I am sure you are aware that falls are the major cause of injury-related death among old people in the UK. Over 5000 people die every year. And guess what? Yesterday, this old person suffered a fall.
Fortunately, all the kings horses and all the kings man were not required to put this Humpty Dumpty Numpty together again. Given that they failed to put the original Mr Dumpty together again, perhaps it’s just as well I didn’t need them.
I’m pretty sure my own fall was not as a direct result of being a doddery old fool. I caught my sandal on the edge of the pavement while I was looking in another direction and toppled to the floor, banging my knees and head. Luckily, I managed to instinctively put my hands out, thus breaking my fall, but I got very lucky. Nothing was badly damaged except my pride. It could have been much worse and perhaps one day it will be.
Embarrassingly, I was visiting an old friend for a few pints in Gloucester and we were in between bars and pubs on a scorching hot day. I should point out at this juncture that we had only just left the first venue so I am not attributing my clumsiness to taking too much alcohol on board. And my injuries were not such that the ‘walking tour’ had to be abandoned. Far from it. I achieved the required 10,000 steps without further incident. It’s only today that I feel lingering effects.
I am sure that in my younger day, my body would have completely recovered by now. In my older day, so to speak, the aches and pains kept waking me up throughout the night and I stumbled downstairs today with all the grace of Frankenstein’s monster. It’s not so much the actual injuries that are the main problem, it’s the recovery times. No matter how you think you know about getting old, when its effects become apparent, it’s still a surprise and, moreover, an important reminder to do the things you really want to do in life now.
How I miss the indestructibility of youth. You know what it’s like when you are young. You can be oblivious to danger, getting into all manner of potentially dangerous situations and carrying out reckless actions, but it doesn’t matter because of course you are going to live forever, quite probably remaining forever young. If only.
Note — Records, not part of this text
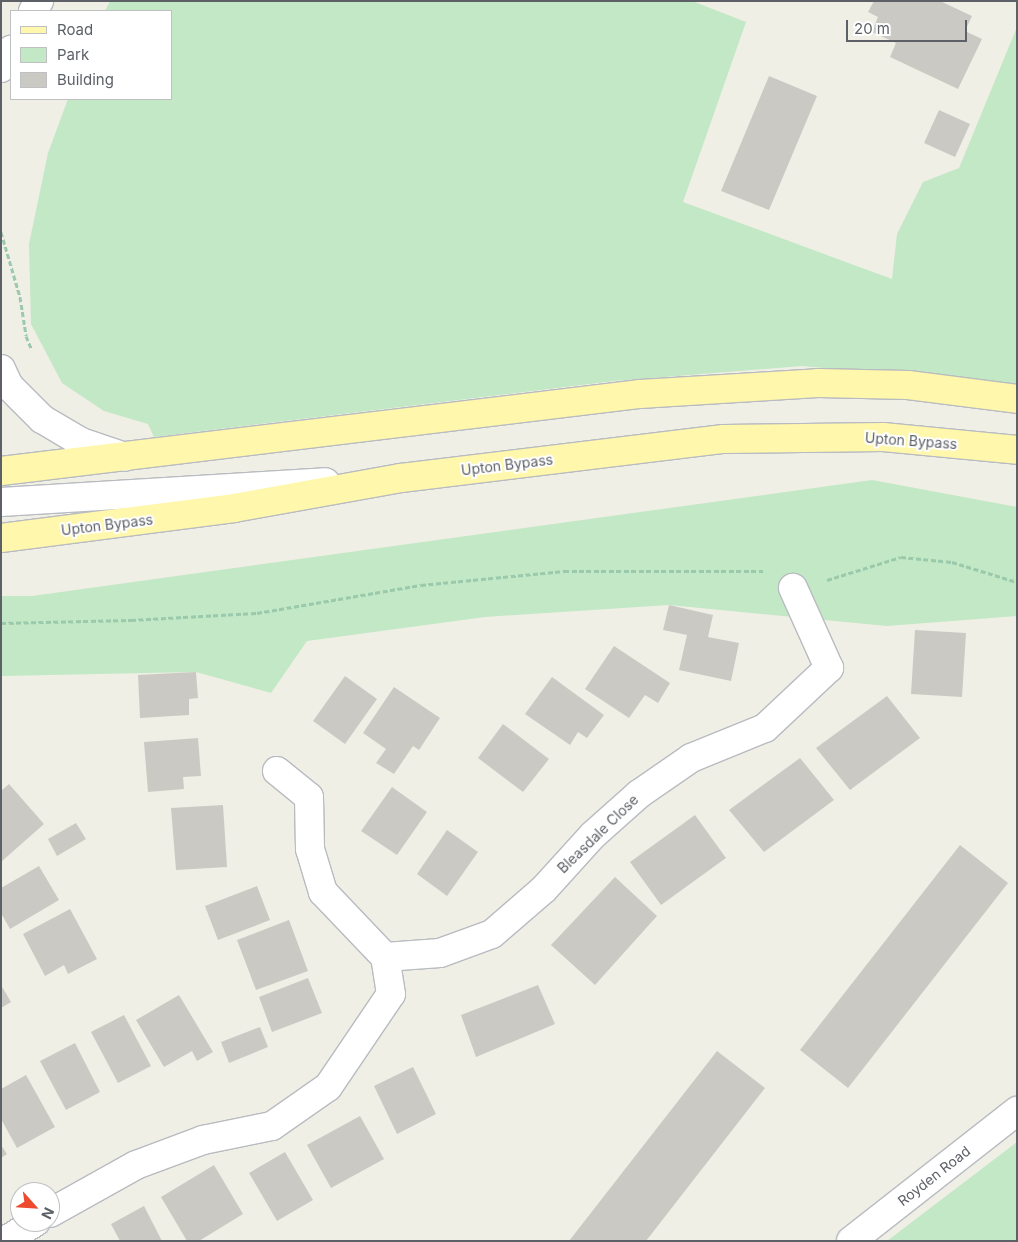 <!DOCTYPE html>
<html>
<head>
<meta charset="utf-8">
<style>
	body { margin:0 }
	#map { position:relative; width:1018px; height:1242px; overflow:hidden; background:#f0efe6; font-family:Inter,sans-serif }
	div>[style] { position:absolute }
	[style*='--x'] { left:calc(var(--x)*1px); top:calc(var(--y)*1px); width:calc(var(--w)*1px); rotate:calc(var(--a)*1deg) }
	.green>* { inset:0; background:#c2e8c5 }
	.building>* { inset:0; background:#cbc9c3 }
	.path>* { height:3px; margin-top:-1.5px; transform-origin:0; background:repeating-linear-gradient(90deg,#9bc9ac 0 5px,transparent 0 7.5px) }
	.roads { filter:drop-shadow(1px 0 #b8bbc0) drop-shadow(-1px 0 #b8bbc0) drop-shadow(0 1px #b8bbc0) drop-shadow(0 -1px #b8bbc0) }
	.street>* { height:28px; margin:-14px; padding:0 14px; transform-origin:14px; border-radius:14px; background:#fff }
	.secondary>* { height:28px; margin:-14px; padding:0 14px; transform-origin:14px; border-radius:14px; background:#fff }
	.primary>* { height:28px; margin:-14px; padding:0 14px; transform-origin:14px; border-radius:14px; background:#fff7ac }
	span { translate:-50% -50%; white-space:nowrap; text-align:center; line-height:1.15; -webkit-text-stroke:4px #fff; paint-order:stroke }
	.street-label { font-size:14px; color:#5d6167 }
	.frame { position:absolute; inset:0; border:2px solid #5d6167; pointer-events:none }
	.legend { position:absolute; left:10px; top:10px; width:162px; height:90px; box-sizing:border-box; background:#fff; border:1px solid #bec0c2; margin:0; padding:6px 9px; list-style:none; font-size:15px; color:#5d6167 }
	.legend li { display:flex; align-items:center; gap:10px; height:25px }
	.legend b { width:25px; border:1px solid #bec0c2 }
	.north { position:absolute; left:10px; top:1182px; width:50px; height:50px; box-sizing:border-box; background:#fff; border:1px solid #bec0c2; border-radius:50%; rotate:116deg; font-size:14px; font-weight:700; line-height:20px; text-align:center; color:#5d6167 }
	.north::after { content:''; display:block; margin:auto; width:18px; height:22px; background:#ed4b2f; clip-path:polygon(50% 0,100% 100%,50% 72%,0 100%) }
	.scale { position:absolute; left:846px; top:20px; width:121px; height:22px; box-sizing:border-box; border:2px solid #5d6167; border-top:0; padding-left:6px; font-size:15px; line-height:18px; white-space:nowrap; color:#5d6167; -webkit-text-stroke:4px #fff; paint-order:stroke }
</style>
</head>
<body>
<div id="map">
	<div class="green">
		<i style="clip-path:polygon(110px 1px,692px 1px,746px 22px,683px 202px,892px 279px,897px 234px,923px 182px,959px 168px,1017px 27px,1017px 386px,802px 366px,614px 381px,154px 437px,148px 424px,104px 411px,62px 383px,31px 324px,29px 244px,48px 153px,68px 99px,171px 99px,171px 11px,105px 11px)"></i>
		<i style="clip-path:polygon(872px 480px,1017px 507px,1017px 616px,887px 626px,669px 605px,485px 617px,307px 641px,271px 693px,196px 672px,1px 676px,1px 596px,32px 596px)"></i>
		<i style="clip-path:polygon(1017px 1142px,1017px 1241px,887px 1241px)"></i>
	</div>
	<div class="building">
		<i style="clip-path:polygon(874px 1px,940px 1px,972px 16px,965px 31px,982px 39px,958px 89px,890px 57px,896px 43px,872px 32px,878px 17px,868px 12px)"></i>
		<i style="clip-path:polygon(769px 76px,817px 96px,769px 210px,721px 191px)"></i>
		<i style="clip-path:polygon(939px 110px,970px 124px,955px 157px,924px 143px)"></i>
		<i style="clip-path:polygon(669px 605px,713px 615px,708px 637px,739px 643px,731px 681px,679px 670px,687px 635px,663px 630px)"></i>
		<i style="clip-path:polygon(915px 630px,966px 633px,962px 697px,911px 694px)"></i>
		<i style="clip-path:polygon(614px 646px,670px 683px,658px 703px,645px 695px,629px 718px,585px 689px)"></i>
		<i style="clip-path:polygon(196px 672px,198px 698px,189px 699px,189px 715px,140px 718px,138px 675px)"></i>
		<i style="clip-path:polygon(345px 676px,377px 699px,345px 744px,313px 721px)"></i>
		<i style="clip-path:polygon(552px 677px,604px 715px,587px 738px,578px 732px,570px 745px,525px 714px)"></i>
		<i style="clip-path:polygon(394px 687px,440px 718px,419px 750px,413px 746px,394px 774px,376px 763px,386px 749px,363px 733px)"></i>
		<i style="clip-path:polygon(887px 696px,920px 738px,850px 790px,816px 748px)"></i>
		<i style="clip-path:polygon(503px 724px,549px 759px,523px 792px,478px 758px)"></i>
		<i style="clip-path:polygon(198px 738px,201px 776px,183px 777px,184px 789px,148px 792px,144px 742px)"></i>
		<i style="clip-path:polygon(800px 758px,834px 800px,764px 852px,729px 810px)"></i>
		<i style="clip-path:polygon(9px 784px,44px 824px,1px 862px,1px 791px)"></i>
		<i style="clip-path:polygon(392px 787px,427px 812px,397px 855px,361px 831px)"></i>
		<i style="clip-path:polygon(223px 805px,227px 867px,176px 870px,171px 808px)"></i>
		<i style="clip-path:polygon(695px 815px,726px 858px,661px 905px,630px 862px)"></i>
		<i style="clip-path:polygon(76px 823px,86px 839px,57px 856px,48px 839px)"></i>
		<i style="clip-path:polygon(447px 830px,478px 852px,447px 896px,417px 874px)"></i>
		<i style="clip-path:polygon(960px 845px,1008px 883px,848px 1088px,800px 1050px)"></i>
		<i style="clip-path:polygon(39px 866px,59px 900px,10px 929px,1px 913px,1px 888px)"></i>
		<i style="clip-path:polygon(615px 877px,657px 916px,595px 985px,551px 945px)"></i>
		<i style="clip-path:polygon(257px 886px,270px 920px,218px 940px,205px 906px)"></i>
		<i style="clip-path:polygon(70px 909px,97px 959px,68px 974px,64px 965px,45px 976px,23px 934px)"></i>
		<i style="clip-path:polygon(289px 920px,308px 971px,256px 990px,237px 940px)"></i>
		<i style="clip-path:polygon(308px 978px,322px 1013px,272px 1032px,259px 997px)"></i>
		<i style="clip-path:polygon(1px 985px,11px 1002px,1px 1008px)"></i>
		<i style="clip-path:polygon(538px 985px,555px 1024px,476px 1057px,461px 1015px)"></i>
		<i style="clip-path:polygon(179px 995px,213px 1052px,197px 1061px,192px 1051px,164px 1067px,136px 1020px)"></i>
		<i style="clip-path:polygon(124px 1015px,151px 1066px,118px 1083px,91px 1032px)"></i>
		<i style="clip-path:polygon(260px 1027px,268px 1047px,229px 1063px,221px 1042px)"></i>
		<i style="clip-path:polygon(75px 1043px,100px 1092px,66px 1110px,40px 1061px)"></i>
		<i style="clip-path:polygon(717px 1051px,765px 1088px,646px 1241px,569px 1241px)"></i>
		<i style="clip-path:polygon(413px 1067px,436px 1114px,397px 1134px,374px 1086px)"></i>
		<i style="clip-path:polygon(26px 1075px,55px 1127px,17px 1148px,1px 1119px,1px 1089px)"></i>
		<i style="clip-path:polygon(360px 1116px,384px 1159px,331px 1188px,307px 1145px)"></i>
		<i style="clip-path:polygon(1px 1145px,7px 1154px,1px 1158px)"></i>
		<i style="clip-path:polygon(285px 1152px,313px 1200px,277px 1221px,249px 1173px)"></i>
		<i style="clip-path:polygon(214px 1165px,243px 1214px,199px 1241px,187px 1241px,161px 1197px)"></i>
		<i style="clip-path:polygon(144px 1206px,162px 1241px,120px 1241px,111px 1224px)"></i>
	</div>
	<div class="path">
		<i style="--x:1;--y:232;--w:68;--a:73.7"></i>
		<i style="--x:20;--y:297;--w:39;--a:81"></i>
		<i style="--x:26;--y:336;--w:13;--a:67"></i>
		<i style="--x:827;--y:580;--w:77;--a:-17.3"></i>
		<i style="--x:901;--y:557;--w:51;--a:5.6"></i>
		<i style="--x:952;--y:562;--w:68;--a:17.1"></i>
		<i style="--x:1;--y:623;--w:130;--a:-1.3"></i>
		<i style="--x:131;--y:620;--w:126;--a:-3.2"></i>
		<i style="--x:257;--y:613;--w:166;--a:-9.7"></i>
		<i style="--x:421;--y:585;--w:144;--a:-5.6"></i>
		<i style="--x:564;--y:571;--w:199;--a:0"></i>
	</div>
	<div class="roads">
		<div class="street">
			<i style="--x:277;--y:771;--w:41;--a:39.1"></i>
			<i style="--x:309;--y:797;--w:52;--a:88.9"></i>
			<i style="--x:310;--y:849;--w:45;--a:73.2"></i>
			<i style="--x:323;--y:892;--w:90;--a:46.4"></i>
			<i style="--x:385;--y:957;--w:55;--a:-4.2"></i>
			<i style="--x:440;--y:953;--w:55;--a:-20.1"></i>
			<i style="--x:492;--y:934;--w:69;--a:-40.9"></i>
			<i style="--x:544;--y:889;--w:73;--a:-47.8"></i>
			<i style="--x:593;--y:835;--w:62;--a:-41.7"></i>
			<i style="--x:639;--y:794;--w:63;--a:-34.7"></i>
			<i style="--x:691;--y:758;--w:80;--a:-22.1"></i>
			<i style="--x:765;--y:728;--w:88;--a:-43.2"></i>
			<i style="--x:829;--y:668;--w:88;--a:-114.2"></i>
			<i style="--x:50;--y:1213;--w:98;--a:-29.2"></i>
			<i style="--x:136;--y:1165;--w:72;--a:-20.5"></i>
			<i style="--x:203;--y:1140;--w:70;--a:-11.5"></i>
			<i style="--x:272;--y:1126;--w:68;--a:-34.9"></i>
			<i style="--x:328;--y:1087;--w:112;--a:-55.9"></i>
			<i style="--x:391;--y:994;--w:37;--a:-99"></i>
			<i style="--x:5;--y:1241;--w:36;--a:-32"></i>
			<i style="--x:851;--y:1241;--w:211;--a:-38.1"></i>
		</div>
		<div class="secondary">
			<i style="--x:33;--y:11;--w:12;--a:-59"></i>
			<i style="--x:1;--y:68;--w:21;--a:-61"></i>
			<i style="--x:1;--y:369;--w:19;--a:65"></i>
			<i style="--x:9;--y:386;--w:47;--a:45"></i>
			<i style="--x:42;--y:419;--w:45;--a:30.5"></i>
			<i style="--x:81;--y:442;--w:46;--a:18.8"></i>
			<i style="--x:1;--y:502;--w:325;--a:-3.5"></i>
		</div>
		<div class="primary">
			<i style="--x:1;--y:471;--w:644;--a:-6.87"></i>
			<i style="--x:640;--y:394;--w:178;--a:-3.5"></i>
			<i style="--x:818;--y:383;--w:90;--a:1.3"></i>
			<i style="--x:908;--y:385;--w:110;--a:7.3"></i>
			<i style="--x:1;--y:538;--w:235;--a:-7.3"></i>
			<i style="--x:234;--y:508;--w:170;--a:-10.2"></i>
			<i style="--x:401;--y:478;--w:325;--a:-6.9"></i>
			<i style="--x:724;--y:439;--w:159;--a:-0.7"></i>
			<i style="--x:883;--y:437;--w:135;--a:5.5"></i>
		</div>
	</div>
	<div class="street-label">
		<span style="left:911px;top:441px;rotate:4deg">Upton Bypass</span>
		<span style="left:507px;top:465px;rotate:-7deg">Upton Bypass</span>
		<span style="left:107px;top:525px;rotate:-7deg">Upton Bypass</span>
		<span style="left:598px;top:834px;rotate:-44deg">Bleasdale Close</span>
		<span style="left:934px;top:1176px;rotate:-38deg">Royden Road</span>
	</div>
	<div class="frame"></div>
	<ul class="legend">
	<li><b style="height:6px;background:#fff7ac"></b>Road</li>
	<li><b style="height:14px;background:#c2e8c5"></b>Park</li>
	<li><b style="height:14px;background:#cbc9c3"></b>Building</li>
	</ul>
	<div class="north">N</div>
	<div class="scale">20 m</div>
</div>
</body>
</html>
While I am fitter than I was a year ago – not least because of the death of our last cat, which ended my half a life of chronic asthma (it turned out to be a severe cat allergy – doh!) and increasingly desperate efforts to shed some pounds – unfortunately the ageing process continues. And because of the countless injuries I had during my less-than-stellar parks football career, which have all returned to haunt me on old age, I am restricted as to which activities I can manage. Staying fit as a young man ensured there were negative consequences as I got older.
Increasing old age is a proper bastard because it doesn’t hit you all at once. It kind of creeps up on you when you are doing things. It certainly bloody well crept up on me yesterday, not when I managed to tumble to the ground but during the recovery period, which includes now, as I have tiny cuts all over my already arthritic fingers and even typing this rubbish is an effort. Yes, woe is me.
There is much to be said for growing old. It certainly beats the alternative, that’s for sure. But the admittedly minor effects of taking a tumble yesterday have surprised me a bit and I know that if I am still in the land of living in a couple of years, the consequences could be far worse.
I never expected that my life would ever be at risk from falling over, but there we are. My advice to fellow old codgers is to mind how you go. I wish I had minded a bit more yesterday!